# Python Brno - Part 2B - Pandas

Notes:
- Next level Pandas
  - https://github.com/TomAugspurger/modern-pandas

### Pandas

- Provides high-performance, easy-to-use data structures and data analysis tools for the Python programming language.


- `pandas.DataFrame`
  - 2D size-mutable data structure with labeled row index and labeled column index.
- `pandas.Series`
  - 1D size-mutable data structure with labeled row index and labeled column.


- Fantastic documentation: http://pandas.pydata.org/pandas-docs/stable/

### The Titanic Survival Problem

Predict whether a passenger on the titanic will survive. 
- Input: information about each passenger
- Output: whether or not the passenger survived

The data we will use is located in the file `titanic_data.csv` and is similar to the set from https://www.kaggle.com/c/titanic/data





### Exploring the Titanic Data

Load the pandas library with alias `pd`

In [None]:
import pandas as pd
pd.options.display.max_rows = 8

Load matplotlib

In [None]:
%matplotlib inline
import matplotlib.pyplot as plt

Read the data csv file into a pandas DataFrame

In [None]:
df = pd.read_csv('titanic_data.csv')

### Missing Data

In [None]:
df.info()

### The components of a DataFrame

In [None]:
df.values

In [None]:
df.index

In [None]:
df.columns

### More on groupby / stack / unstack

It's possible to groupby multiple variables.

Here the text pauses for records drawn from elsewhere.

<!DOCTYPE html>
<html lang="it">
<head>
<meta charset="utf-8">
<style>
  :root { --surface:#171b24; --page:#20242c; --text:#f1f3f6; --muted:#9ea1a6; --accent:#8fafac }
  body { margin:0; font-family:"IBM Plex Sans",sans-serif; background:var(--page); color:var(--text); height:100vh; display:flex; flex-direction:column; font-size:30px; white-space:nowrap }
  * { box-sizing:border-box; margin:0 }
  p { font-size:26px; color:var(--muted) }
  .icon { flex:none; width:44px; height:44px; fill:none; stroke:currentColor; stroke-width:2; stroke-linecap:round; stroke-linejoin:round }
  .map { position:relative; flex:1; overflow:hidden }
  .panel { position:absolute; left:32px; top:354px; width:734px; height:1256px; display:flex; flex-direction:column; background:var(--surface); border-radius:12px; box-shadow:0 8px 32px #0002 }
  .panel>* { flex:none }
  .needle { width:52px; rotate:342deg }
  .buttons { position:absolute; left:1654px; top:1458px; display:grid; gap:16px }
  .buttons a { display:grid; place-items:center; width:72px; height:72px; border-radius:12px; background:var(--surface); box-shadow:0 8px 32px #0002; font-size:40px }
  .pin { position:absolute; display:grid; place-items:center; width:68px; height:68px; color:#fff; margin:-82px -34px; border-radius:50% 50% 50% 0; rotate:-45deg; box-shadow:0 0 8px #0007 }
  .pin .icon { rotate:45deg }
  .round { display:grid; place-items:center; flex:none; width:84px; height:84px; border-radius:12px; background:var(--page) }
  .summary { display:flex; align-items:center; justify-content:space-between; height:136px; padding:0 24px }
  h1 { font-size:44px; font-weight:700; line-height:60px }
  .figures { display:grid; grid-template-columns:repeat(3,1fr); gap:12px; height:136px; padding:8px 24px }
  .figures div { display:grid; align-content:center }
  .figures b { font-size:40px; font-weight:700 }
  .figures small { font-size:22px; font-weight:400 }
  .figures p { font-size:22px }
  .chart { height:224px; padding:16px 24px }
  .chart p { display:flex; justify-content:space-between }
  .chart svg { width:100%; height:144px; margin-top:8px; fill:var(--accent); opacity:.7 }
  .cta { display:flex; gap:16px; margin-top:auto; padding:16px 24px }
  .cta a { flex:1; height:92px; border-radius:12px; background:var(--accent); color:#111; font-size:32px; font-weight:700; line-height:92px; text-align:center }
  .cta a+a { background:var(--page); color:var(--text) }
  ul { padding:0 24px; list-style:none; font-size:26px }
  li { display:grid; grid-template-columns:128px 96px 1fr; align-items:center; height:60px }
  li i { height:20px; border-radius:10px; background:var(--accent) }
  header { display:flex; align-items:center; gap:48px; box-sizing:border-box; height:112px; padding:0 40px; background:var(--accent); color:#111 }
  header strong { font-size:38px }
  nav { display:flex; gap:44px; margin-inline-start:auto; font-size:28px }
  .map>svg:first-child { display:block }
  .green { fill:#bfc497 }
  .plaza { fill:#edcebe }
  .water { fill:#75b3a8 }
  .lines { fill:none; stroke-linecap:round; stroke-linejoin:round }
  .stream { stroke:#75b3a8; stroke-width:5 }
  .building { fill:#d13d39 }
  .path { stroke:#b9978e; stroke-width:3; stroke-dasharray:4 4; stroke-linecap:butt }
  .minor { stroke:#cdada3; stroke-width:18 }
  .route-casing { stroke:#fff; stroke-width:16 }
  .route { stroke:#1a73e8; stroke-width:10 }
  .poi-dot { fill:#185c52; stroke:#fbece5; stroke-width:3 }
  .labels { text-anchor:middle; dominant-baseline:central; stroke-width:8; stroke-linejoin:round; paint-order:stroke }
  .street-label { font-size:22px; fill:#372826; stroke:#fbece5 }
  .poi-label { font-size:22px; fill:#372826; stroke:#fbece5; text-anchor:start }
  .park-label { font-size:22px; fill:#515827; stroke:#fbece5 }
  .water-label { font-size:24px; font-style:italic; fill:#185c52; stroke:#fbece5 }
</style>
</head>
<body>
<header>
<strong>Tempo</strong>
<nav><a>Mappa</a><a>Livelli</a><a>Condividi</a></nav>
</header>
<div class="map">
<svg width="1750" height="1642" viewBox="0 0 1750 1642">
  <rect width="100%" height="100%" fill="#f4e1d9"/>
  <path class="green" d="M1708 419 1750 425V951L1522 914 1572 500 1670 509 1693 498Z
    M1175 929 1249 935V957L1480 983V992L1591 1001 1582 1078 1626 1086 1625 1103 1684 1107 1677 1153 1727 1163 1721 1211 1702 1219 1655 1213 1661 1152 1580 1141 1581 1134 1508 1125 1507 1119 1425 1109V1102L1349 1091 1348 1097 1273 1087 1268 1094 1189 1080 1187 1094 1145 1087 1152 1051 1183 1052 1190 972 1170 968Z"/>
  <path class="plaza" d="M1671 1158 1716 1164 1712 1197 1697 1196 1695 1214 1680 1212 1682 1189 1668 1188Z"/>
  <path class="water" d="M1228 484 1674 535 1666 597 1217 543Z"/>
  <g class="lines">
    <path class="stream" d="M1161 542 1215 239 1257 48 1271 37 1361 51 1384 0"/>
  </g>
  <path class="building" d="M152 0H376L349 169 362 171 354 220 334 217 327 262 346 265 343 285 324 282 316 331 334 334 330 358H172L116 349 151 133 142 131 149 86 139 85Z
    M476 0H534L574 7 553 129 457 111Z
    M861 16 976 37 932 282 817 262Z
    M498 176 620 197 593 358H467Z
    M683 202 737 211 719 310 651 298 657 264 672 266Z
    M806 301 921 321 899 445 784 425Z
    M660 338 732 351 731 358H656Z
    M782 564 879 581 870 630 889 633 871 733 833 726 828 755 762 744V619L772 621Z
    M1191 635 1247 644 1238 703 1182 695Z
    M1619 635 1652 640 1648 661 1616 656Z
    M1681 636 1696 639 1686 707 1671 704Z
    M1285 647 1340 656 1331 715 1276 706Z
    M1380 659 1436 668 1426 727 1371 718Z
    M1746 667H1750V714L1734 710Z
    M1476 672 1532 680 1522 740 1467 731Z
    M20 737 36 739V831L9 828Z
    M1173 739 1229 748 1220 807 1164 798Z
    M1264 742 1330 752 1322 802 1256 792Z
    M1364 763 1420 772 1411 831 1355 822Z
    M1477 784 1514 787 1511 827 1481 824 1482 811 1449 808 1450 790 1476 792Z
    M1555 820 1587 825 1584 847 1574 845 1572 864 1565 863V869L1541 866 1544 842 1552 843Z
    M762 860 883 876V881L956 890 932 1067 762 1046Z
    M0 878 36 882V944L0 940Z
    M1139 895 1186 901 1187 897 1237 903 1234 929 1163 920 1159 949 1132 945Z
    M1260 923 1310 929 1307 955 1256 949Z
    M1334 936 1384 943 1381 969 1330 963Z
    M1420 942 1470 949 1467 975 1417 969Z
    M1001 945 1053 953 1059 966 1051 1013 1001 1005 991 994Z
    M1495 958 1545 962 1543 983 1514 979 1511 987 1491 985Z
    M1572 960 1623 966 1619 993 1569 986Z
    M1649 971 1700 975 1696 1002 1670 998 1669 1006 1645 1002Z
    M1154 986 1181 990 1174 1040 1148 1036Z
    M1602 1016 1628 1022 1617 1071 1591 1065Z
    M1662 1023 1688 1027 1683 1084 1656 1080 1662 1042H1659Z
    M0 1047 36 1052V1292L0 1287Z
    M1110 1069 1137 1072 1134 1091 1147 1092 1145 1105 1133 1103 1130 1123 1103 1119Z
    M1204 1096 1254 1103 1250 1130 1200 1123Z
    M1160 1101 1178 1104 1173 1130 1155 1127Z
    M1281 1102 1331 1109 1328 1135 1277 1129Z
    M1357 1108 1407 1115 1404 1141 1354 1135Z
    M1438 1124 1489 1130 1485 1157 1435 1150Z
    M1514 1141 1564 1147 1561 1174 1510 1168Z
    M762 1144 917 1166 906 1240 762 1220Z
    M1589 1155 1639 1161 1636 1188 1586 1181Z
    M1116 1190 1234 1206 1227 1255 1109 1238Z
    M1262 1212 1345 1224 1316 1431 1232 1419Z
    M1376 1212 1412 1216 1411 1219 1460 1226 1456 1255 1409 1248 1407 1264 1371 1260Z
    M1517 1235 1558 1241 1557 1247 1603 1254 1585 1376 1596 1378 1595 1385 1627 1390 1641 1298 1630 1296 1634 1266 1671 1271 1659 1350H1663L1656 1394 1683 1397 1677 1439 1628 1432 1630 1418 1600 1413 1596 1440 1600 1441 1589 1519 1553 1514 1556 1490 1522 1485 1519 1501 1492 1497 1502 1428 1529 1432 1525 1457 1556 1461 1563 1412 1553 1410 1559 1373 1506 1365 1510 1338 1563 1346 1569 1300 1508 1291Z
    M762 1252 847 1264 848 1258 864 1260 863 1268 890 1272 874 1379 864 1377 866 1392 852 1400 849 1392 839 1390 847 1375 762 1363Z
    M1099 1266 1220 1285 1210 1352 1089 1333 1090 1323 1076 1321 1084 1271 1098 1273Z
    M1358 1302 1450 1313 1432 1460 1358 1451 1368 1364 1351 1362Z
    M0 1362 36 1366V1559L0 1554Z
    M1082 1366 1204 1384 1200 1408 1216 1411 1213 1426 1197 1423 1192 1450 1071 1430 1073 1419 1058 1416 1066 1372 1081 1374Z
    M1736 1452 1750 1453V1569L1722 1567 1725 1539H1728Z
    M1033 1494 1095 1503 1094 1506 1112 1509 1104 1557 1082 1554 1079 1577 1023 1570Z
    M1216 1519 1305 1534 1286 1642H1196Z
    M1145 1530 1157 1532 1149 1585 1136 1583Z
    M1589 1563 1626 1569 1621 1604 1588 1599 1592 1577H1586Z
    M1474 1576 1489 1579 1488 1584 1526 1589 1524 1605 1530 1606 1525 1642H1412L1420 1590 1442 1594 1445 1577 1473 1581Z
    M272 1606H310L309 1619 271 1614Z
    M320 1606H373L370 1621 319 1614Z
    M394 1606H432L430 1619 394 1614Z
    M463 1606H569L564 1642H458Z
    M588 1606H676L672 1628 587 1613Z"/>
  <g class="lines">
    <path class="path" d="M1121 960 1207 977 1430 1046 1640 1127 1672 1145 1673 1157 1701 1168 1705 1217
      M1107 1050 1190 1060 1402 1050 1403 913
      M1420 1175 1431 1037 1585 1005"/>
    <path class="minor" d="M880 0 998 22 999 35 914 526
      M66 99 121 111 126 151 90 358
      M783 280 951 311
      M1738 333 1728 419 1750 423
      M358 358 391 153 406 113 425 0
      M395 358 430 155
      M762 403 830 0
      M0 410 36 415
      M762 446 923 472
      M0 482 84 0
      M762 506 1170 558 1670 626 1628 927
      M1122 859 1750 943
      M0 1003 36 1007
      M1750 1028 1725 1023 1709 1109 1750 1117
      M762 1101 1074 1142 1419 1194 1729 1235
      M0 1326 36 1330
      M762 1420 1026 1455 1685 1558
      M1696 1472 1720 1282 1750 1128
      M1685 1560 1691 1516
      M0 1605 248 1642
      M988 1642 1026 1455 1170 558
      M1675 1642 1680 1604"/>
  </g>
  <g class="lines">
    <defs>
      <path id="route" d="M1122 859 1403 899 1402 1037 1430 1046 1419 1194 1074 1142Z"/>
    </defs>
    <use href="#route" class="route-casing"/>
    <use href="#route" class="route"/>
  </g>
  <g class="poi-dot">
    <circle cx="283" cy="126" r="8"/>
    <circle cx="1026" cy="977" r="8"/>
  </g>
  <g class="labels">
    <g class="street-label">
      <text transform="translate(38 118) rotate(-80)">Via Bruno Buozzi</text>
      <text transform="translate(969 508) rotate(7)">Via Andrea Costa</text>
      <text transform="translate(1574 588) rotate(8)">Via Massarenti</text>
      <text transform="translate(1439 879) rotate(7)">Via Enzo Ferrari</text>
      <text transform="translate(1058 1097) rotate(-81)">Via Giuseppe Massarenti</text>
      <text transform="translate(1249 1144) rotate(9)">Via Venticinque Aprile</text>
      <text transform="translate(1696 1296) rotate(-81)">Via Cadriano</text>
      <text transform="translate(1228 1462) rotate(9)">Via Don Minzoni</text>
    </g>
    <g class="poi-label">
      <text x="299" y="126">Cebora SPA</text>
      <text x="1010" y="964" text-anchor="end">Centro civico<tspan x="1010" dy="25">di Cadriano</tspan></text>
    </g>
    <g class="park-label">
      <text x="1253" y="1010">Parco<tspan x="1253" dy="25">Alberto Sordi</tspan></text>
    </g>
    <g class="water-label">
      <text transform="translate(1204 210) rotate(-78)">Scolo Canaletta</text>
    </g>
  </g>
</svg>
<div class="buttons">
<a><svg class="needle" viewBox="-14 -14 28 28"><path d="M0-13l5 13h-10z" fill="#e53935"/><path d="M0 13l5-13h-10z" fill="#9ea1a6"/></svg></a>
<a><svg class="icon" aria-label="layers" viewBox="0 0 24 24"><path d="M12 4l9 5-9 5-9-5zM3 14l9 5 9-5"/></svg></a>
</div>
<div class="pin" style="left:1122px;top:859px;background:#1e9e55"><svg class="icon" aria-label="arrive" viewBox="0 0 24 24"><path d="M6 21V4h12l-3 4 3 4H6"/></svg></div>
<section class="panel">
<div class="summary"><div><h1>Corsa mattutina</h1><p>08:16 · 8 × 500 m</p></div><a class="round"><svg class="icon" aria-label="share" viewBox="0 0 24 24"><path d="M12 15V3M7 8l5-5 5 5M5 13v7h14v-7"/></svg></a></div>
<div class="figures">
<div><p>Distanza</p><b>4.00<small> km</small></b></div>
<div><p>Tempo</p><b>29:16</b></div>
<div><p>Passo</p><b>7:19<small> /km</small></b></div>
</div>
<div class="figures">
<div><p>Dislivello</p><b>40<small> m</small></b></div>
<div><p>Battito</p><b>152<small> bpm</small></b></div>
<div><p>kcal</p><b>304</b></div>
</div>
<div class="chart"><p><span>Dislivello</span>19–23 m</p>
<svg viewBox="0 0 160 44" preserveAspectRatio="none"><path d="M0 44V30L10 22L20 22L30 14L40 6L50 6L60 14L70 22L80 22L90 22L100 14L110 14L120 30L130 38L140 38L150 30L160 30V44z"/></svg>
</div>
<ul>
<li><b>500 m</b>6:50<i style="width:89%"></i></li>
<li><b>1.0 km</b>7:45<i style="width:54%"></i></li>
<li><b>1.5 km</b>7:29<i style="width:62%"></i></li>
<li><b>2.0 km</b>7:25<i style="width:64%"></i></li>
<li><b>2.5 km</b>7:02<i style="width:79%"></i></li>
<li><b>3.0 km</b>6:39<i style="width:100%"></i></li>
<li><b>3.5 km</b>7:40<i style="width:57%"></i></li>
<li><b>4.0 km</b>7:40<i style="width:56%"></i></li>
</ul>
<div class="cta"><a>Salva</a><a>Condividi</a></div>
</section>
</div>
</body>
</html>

What's the difference in the fare between 1st class and 3rd class for females and males?

In [None]:
df.groupby(['Sex','Pclass'])['Fare'].mean()

Here we want the difference between the first row and third row and the difference between the fourth row and sixth row. It's ugly to write code specifically targeting these rows. Instead we can transform the data.

### Use `unstack` to pivot index labels into column labels

In [None]:
df.groupby(['Sex','Pclass'])['Fare'].mean().unstack()

### Use `stack` to pivot column labels into index labels

In [None]:
df.groupby(['Sex','Pclass'])['Fare'].mean().unstack().stack()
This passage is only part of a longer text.